YOUR ASSIGNMENT - Go through the material and pull out every line with the string "Keep" in it.

ENTRIES PROVIDED -

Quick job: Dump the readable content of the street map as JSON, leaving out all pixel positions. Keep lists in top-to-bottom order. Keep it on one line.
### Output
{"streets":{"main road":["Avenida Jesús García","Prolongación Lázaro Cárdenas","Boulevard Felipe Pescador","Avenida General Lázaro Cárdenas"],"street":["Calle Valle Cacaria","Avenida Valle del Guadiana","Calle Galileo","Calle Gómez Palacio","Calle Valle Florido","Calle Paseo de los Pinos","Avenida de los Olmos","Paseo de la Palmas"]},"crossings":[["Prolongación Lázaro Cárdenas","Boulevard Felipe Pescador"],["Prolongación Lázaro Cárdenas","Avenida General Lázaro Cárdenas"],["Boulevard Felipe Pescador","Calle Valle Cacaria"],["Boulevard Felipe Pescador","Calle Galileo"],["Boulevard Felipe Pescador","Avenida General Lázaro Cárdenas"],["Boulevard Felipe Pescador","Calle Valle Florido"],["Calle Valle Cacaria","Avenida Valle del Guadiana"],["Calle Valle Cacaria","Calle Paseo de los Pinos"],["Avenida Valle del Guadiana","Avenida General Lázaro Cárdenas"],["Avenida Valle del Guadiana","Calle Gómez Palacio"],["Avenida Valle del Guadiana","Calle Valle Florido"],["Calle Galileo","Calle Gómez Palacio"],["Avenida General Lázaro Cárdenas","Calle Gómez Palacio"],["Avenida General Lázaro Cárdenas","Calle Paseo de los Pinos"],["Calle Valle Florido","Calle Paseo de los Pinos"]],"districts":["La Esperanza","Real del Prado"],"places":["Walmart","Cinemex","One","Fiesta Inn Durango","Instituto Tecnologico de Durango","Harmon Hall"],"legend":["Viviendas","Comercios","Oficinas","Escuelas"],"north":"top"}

--

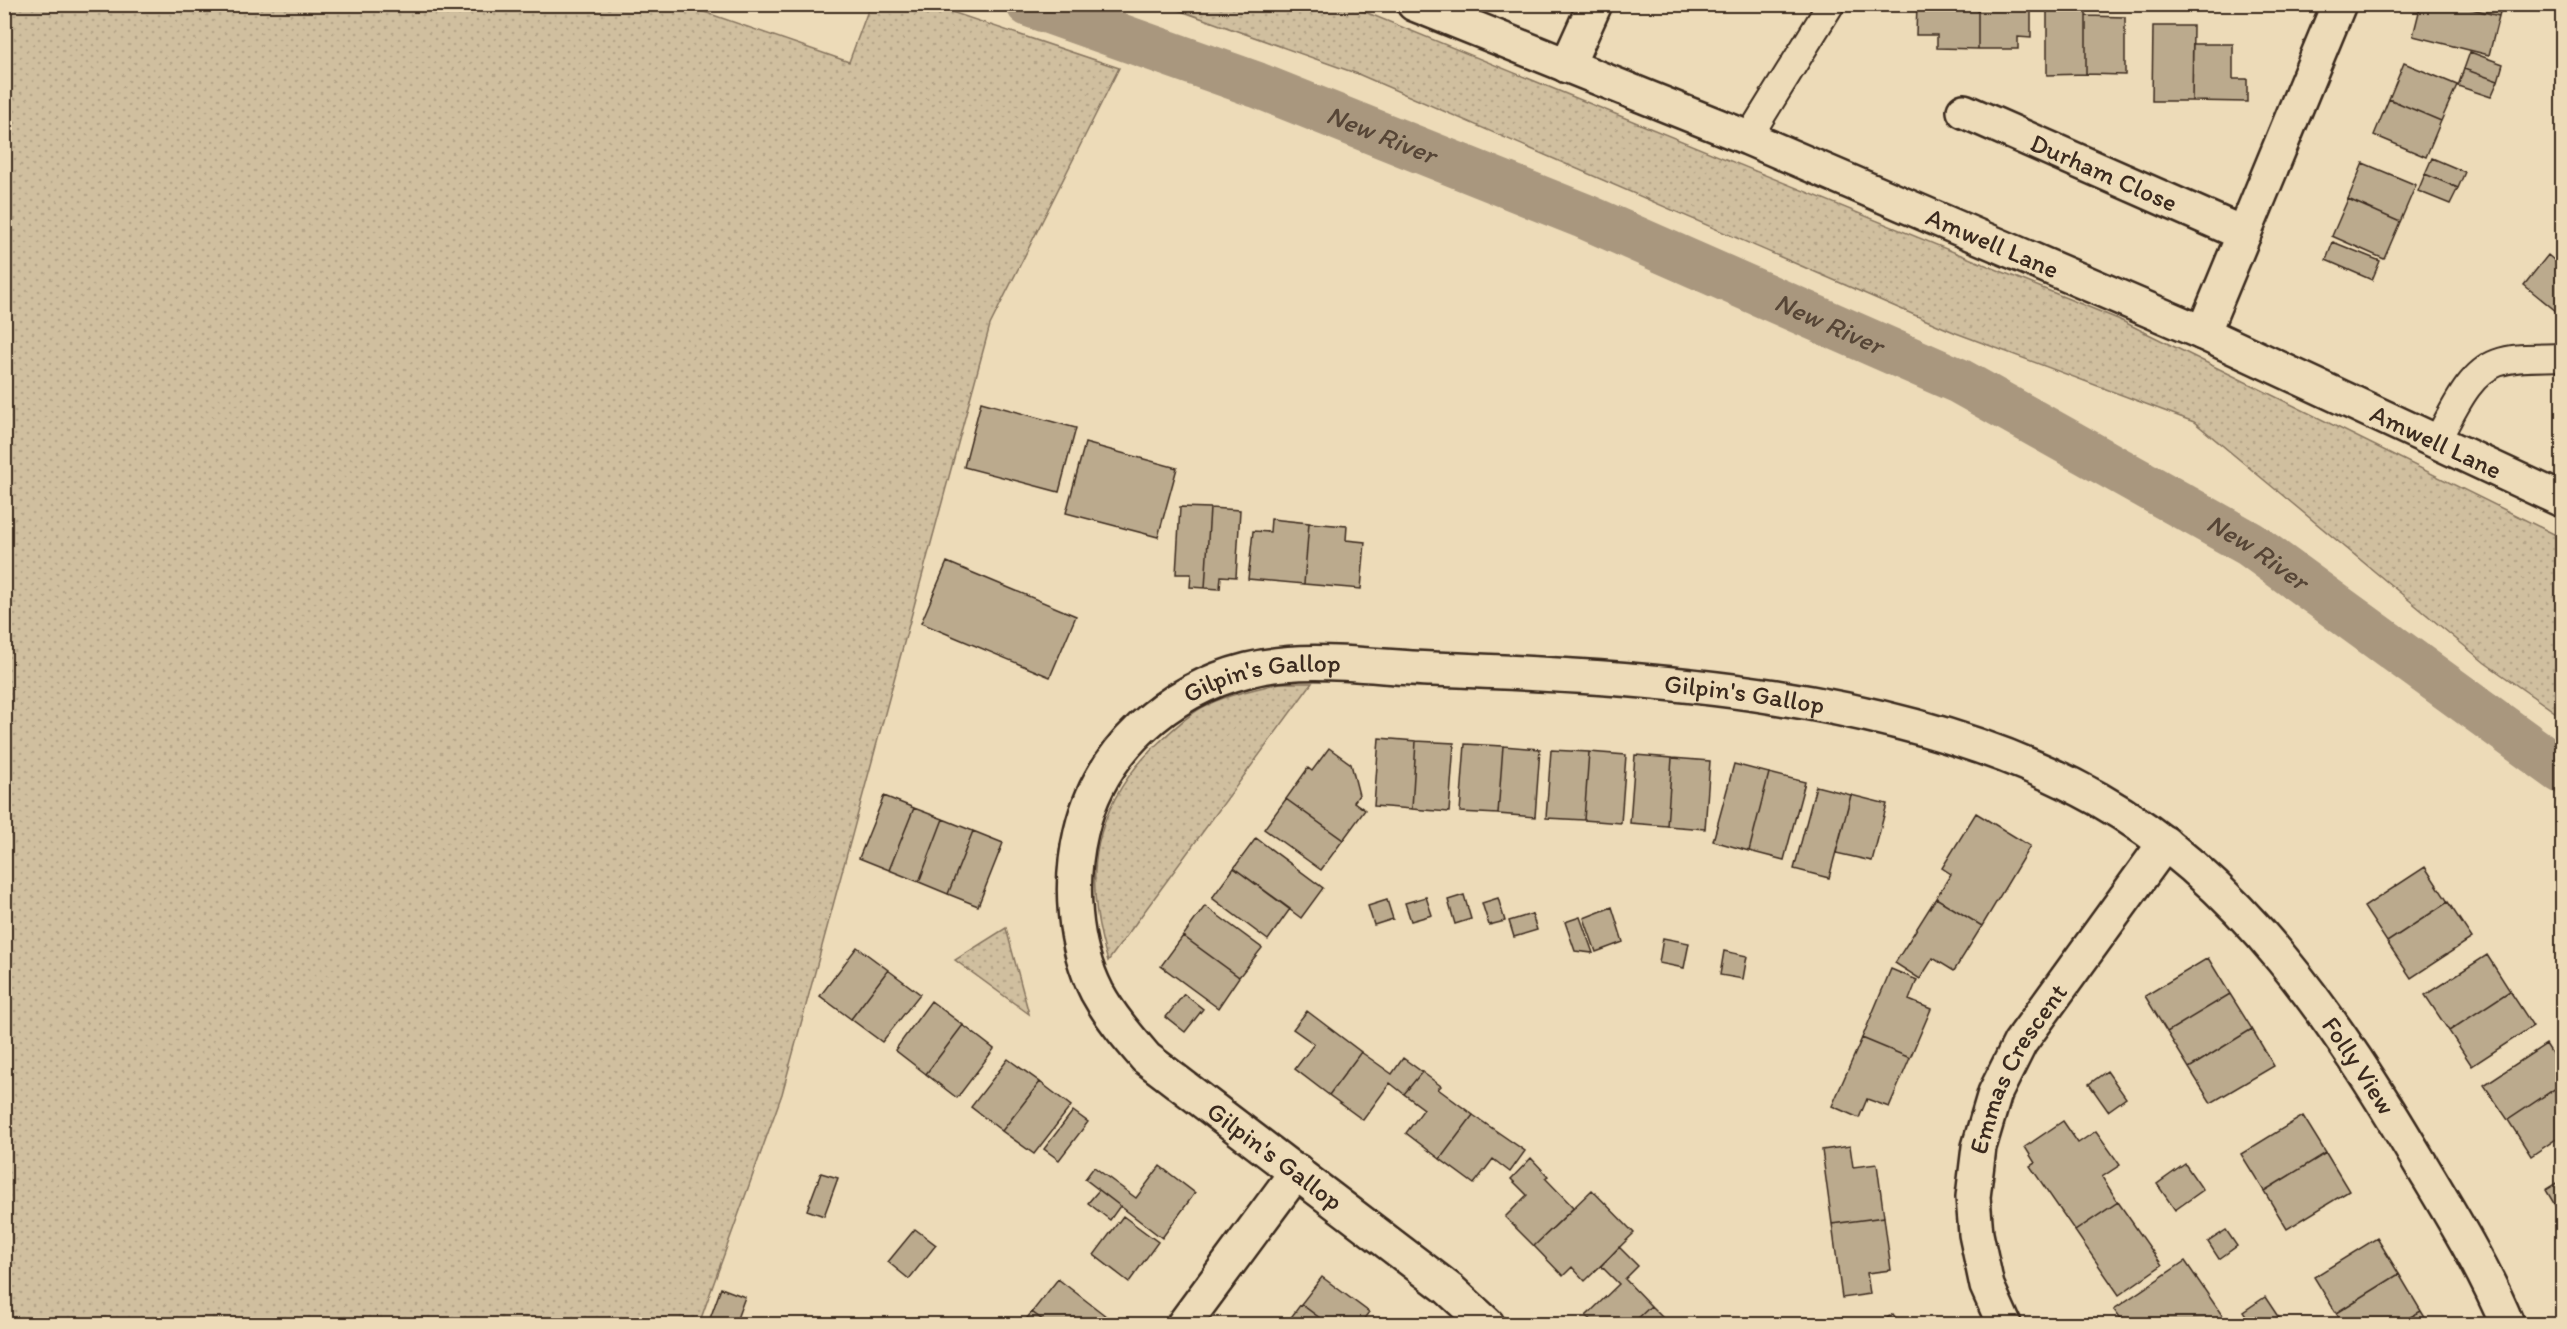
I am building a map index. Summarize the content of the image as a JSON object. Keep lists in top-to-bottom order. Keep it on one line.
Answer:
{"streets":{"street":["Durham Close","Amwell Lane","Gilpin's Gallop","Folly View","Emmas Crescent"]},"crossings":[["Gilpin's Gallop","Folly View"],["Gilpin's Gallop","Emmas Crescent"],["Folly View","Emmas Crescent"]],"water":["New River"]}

RESPONSE -
Quick job: Dump the readable content of the street map as JSON, leaving out all pixel positions. Keep lists in top-to-bottom order. Keep it on one line.
I am building a map index. Summarize the content of the image as a JSON object. Keep lists in top-to-bottom order. Keep it on one line.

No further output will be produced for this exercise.